[Supplied material — start]

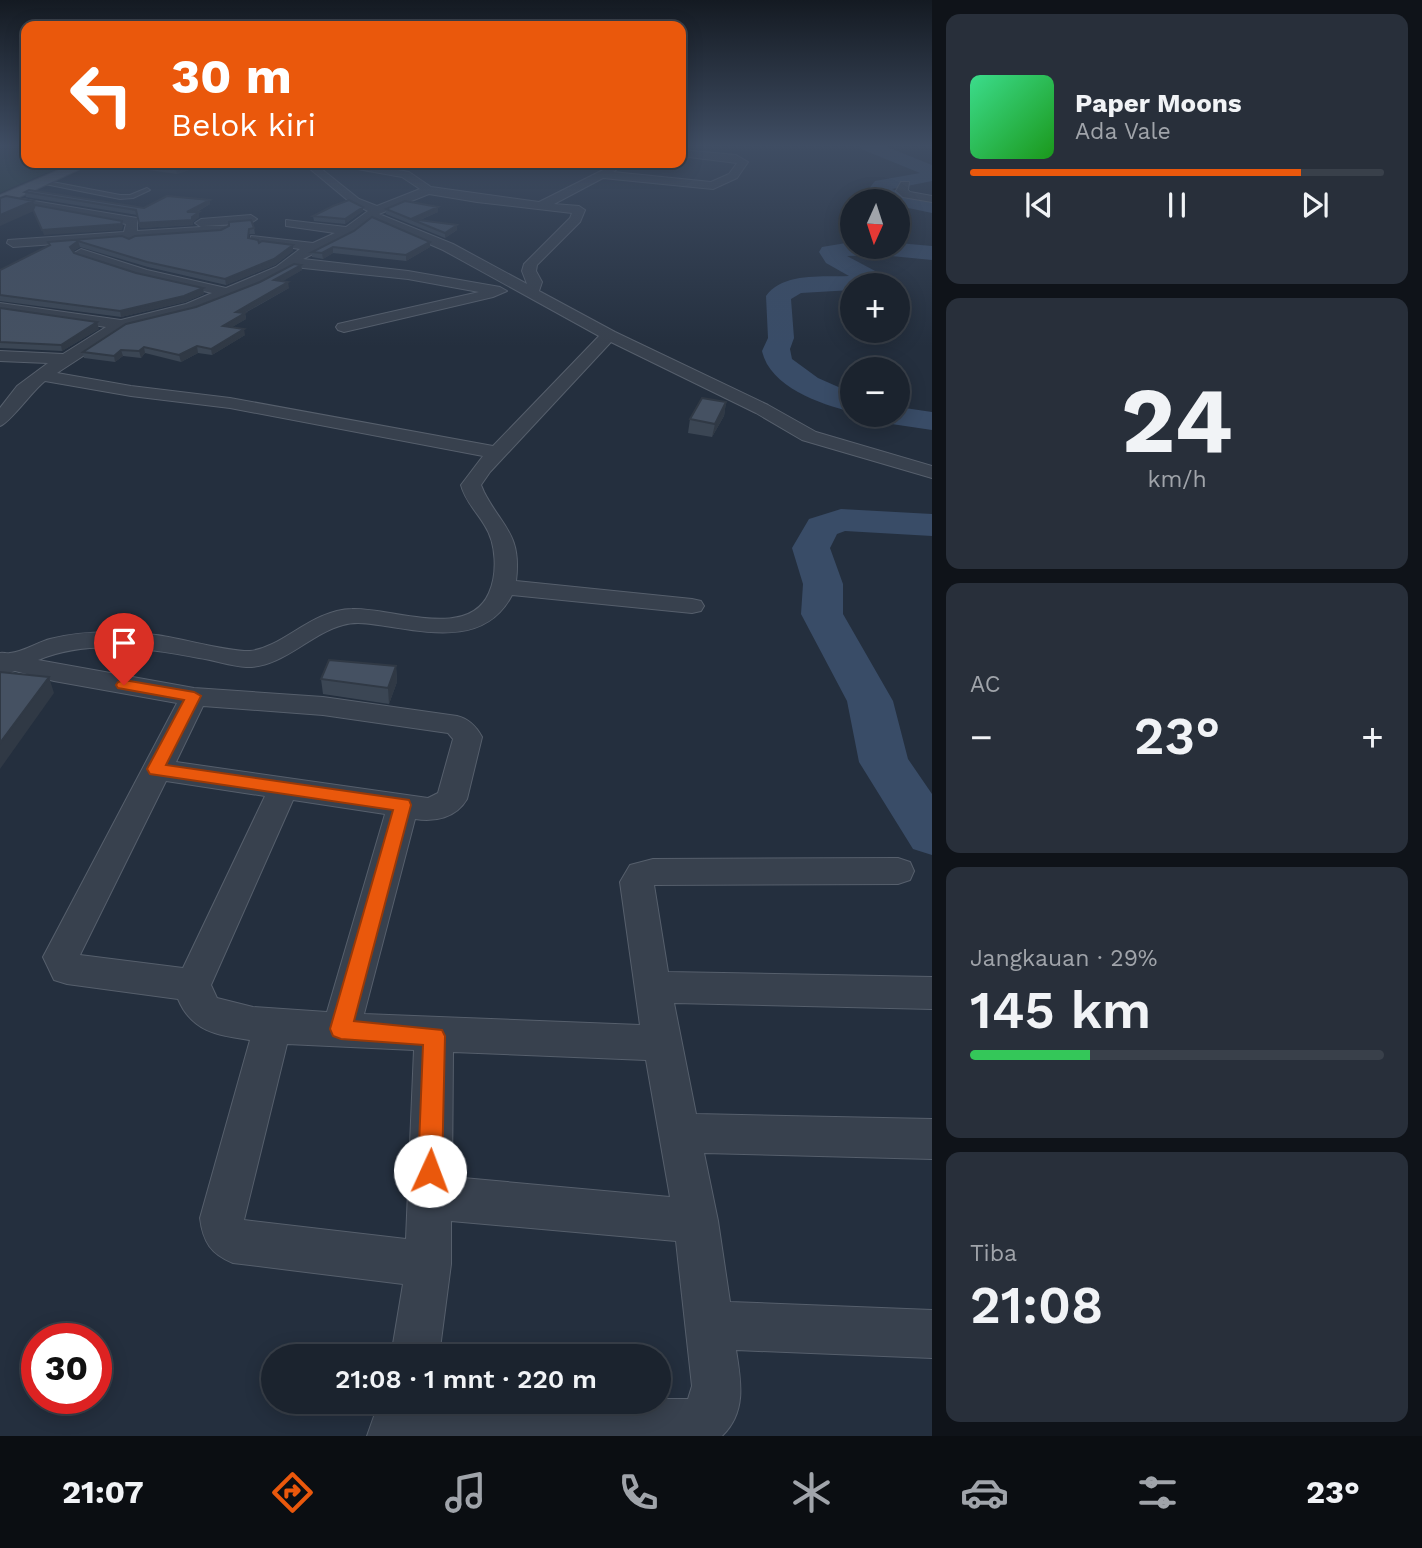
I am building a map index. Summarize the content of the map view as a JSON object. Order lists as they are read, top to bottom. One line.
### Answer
{"north":"bottom","page":{"turn":["30 m","Belok kiri"],"song":["Paper Moons","Ada Vale"],"map_buttons":["+","−"],"tile":[["24","km/h"],"AC",["Jangkauan · 29%","145 km"],["Tiba","21:08"]],"heat":["−","23°","+"],"limit":"30","trip":"21:08 · 1 mnt · 220 m","tabs":["21:07","23°"]}}
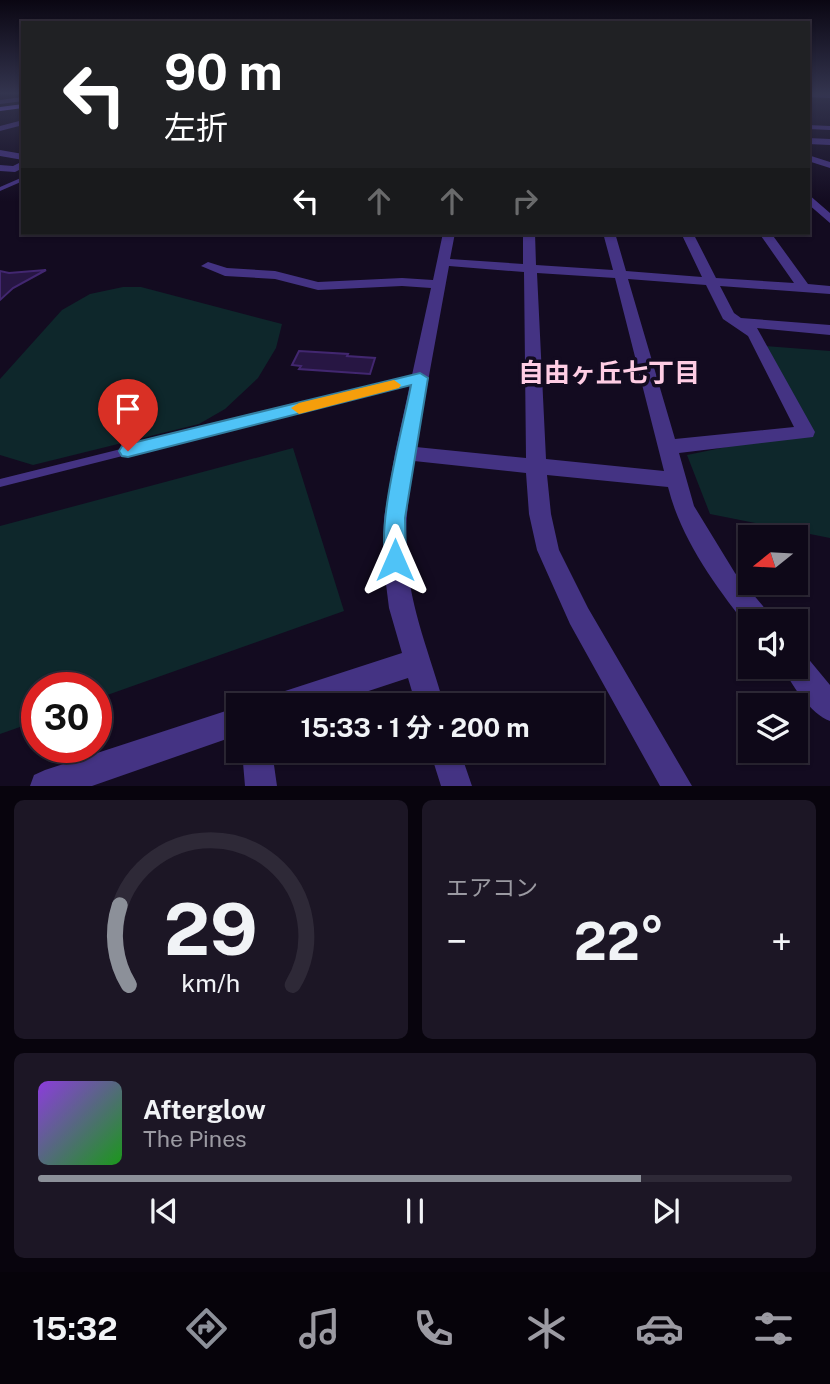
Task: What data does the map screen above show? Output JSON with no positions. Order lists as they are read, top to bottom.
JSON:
{
  "districts": ["自由ヶ丘七丁目"],
  "north": "left",
  "page": {
    "turn": ["90 m", "左折"],
    "limit": "30",
    "trip": "15:33 · 1 分 · 200 m",
    "tile": "エアコン",
    "heat": ["−", "22°", "+"],
    "song": ["Afterglow", "The Pines"],
    "tabs": "15:32",
    "gauge": ["29", "km/h"]
  }
}
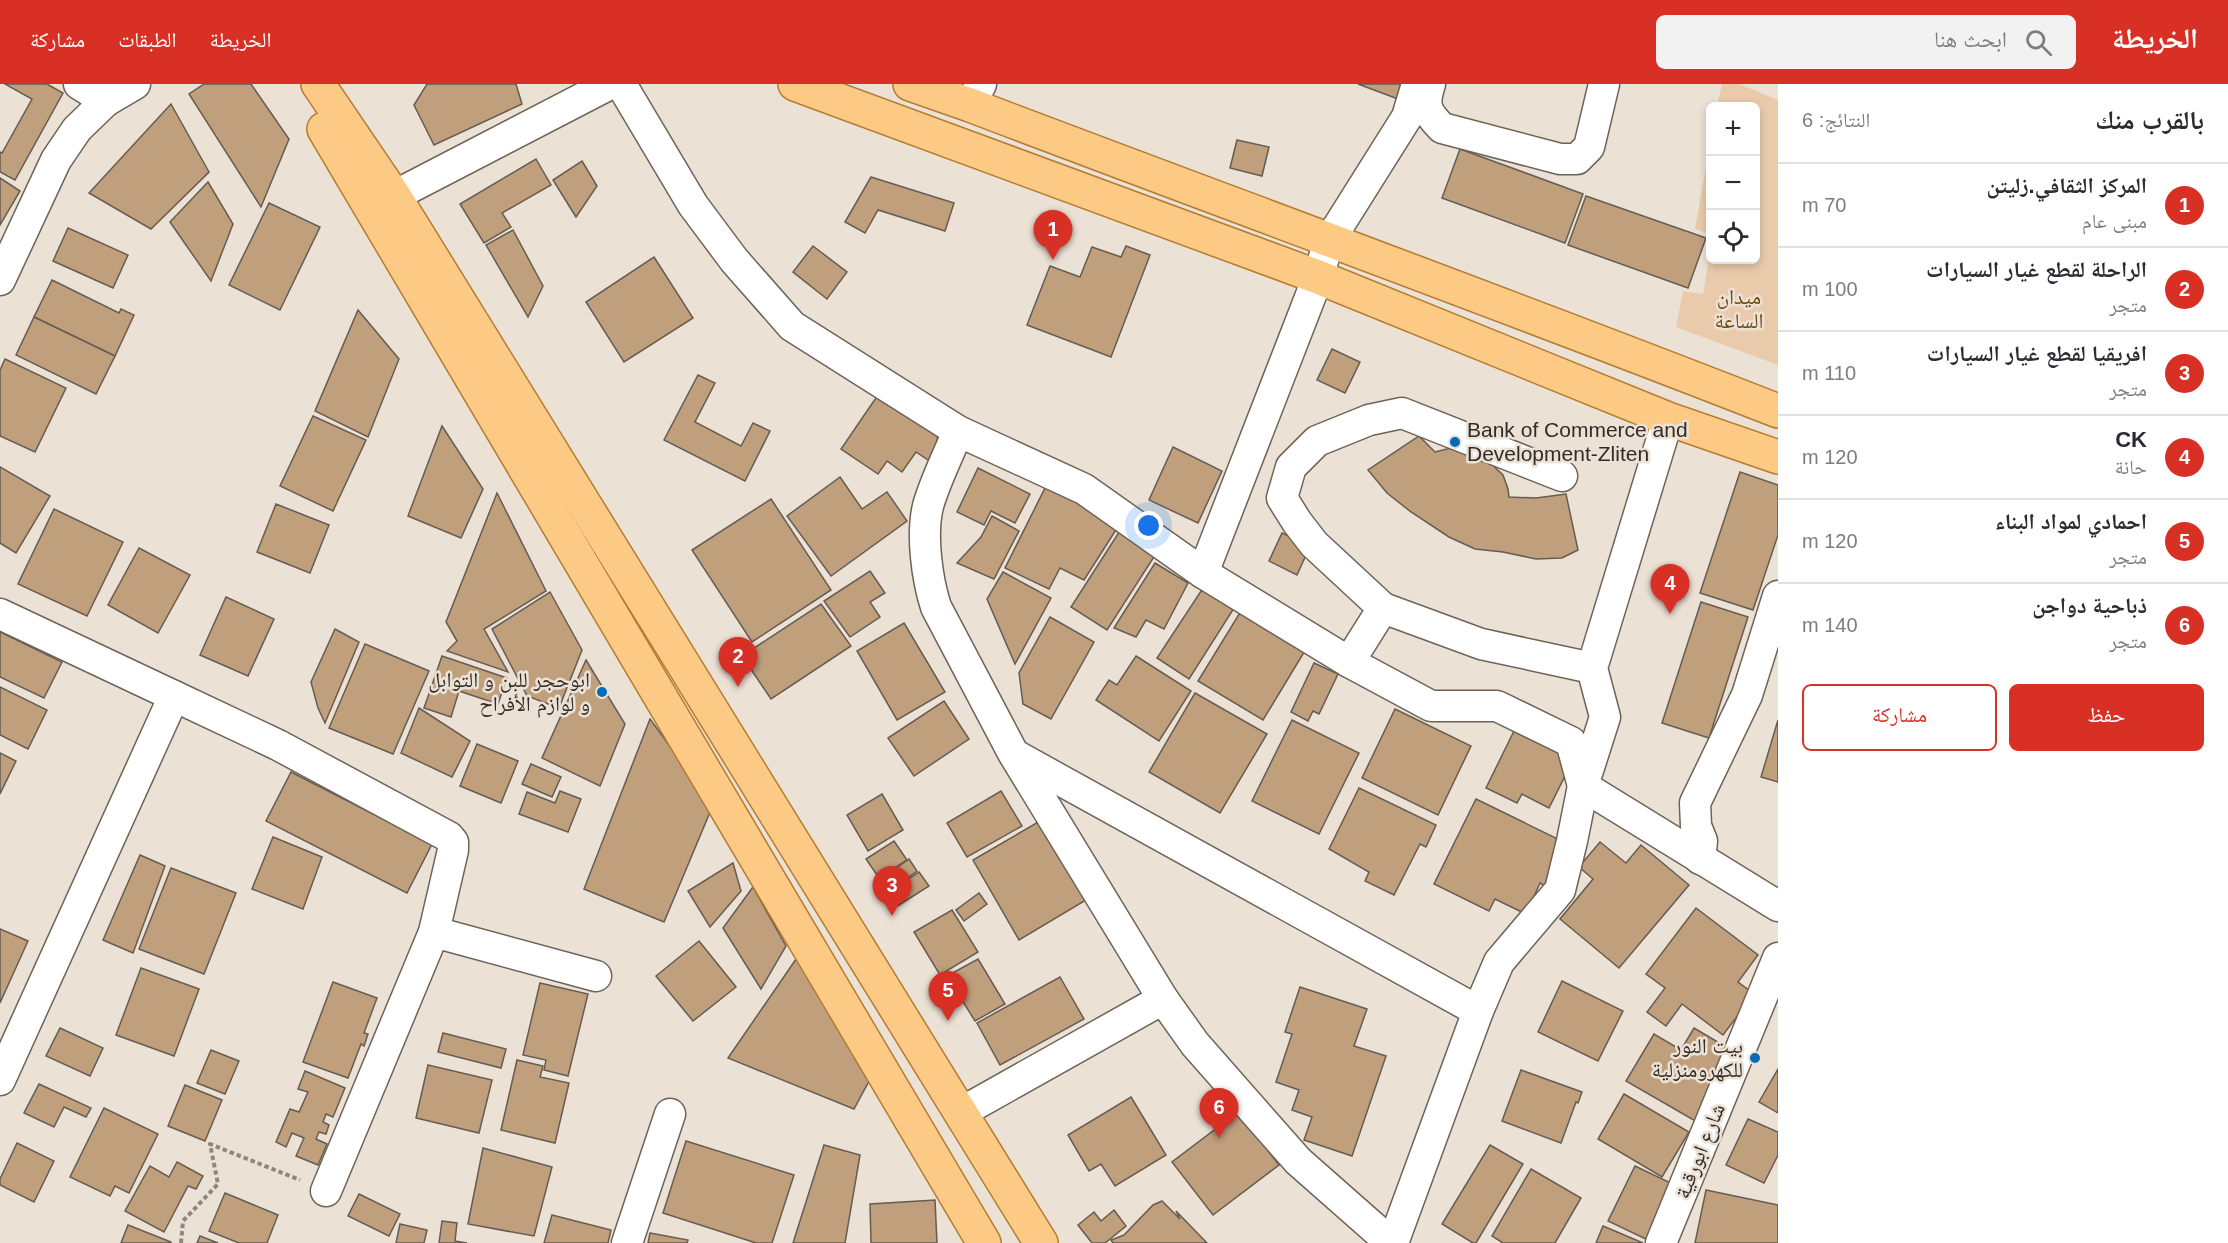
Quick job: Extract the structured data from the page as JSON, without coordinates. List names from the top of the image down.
{
  "streets": {
    "street": ["شارع ابورقية"]
  },
  "parks": ["ميدان الساعة"],
  "places": ["Bank of Commerce and Development-Zliten", "ابوحجر للبن و التوابل و لوازم الأفراح", "بيت النور للكهرومنزلية"],
  "page": {
    "header": "الخريطة",
    "search": "ابحث هنا",
    "nav": ["الخريطة", "الطبقات", "مشاركة"],
    "heading": ["بالقرب منك", "النتائج: 6"],
    "map_buttons": ["+", "−"],
    "list": [
      {
        "mark": "1",
        "name": "المركز الثقافي.زليتن",
        "note": "مبنى عام",
        "value": "70 m"
      },
      {
        "mark": "2",
        "name": "الراحلة لقطع غيار السيارات",
        "note": "متجر",
        "value": "100 m"
      },
      {
        "mark": "3",
        "name": "افريقيا لقطع غيار السيارات",
        "note": "متجر",
        "value": "110 m"
      },
      {
        "mark": "4",
        "name": "CK",
        "note": "حانة",
        "value": "120 m"
      },
      {
        "mark": "5",
        "name": "احمادي لمواد البناء",
        "note": "متجر",
        "value": "120 m"
      },
      {
        "mark": "6",
        "name": "ذباحية دواجن",
        "note": "متجر",
        "value": "140 m"
      }
    ],
    "pins": [
      "1",
      "4",
      "2",
      "3",
      "5",
      "6"
    ],
    "buttons": ["حفظ", "مشاركة"]
  }
}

[Supplied material — finish]

→ What you need to do
An exact copy of all the entries above is required, with every picture left out.

→ Solution for this exercise
I am building a map index. Summarize the content of the map view as a JSON object. Order lists as they are read, top to bottom. One line.
### Answer
{"north":"bottom","page":{"turn":["30 m","Belok kiri"],"song":["Paper Moons","Ada Vale"],"map_buttons":["+","−"],"tile":[["24","km/h"],"AC",["Jangkauan · 29%","145 km"],["Tiba","21:08"]],"heat":["−","23°","+"],"limit":"30","trip":"21:08 · 1 mnt · 220 m","tabs":["21:07","23°"]}}
Task: What data does the map screen above show? Output JSON with no positions. Order lists as they are read, top to bottom.
JSON:
{
  "districts": ["自由ヶ丘七丁目"],
  "north": "left",
  "page": {
    "turn": ["90 m", "左折"],
    "limit": "30",
    "trip": "15:33 · 1 分 · 200 m",
    "tile": "エアコン",
    "heat": ["−", "22°", "+"],
    "song": ["Afterglow", "The Pines"],
    "tabs": "15:32",
    "gauge": ["29", "km/h"]
  }
}
Quick job: Extract the structured data from the page as JSON, without coordinates. List names from the top of the image down.
{
  "streets": {
    "street": ["شارع ابورقية"]
  },
  "parks": ["ميدان الساعة"],
  "places": ["Bank of Commerce and Development-Zliten", "ابوحجر للبن و التوابل و لوازم الأفراح", "بيت النور للكهرومنزلية"],
  "page": {
    "header": "الخريطة",
    "search": "ابحث هنا",
    "nav": ["الخريطة", "الطبقات", "مشاركة"],
    "heading": ["بالقرب منك", "النتائج: 6"],
    "map_buttons": ["+", "−"],
    "list": [
      {
        "mark": "1",
        "name": "المركز الثقافي.زليتن",
        "note": "مبنى عام",
        "value": "70 m"
      },
      {
        "mark": "2",
        "name": "الراحلة لقطع غيار السيارات",
        "note": "متجر",
        "value": "100 m"
      },
      {
        "mark": "3",
        "name": "افريقيا لقطع غيار السيارات",
        "note": "متجر",
        "value": "110 m"
      },
      {
        "mark": "4",
        "name": "CK",
        "note": "حانة",
        "value": "120 m"
      },
      {
        "mark": "5",
        "name": "احمادي لمواد البناء",
        "note": "متجر",
        "value": "120 m"
      },
      {
        "mark": "6",
        "name": "ذباحية دواجن",
        "note": "متجر",
        "value": "140 m"
      }
    ],
    "pins": [
      "1",
      "4",
      "2",
      "3",
      "5",
      "6"
    ],
    "buttons": ["حفظ", "مشاركة"]
  }
}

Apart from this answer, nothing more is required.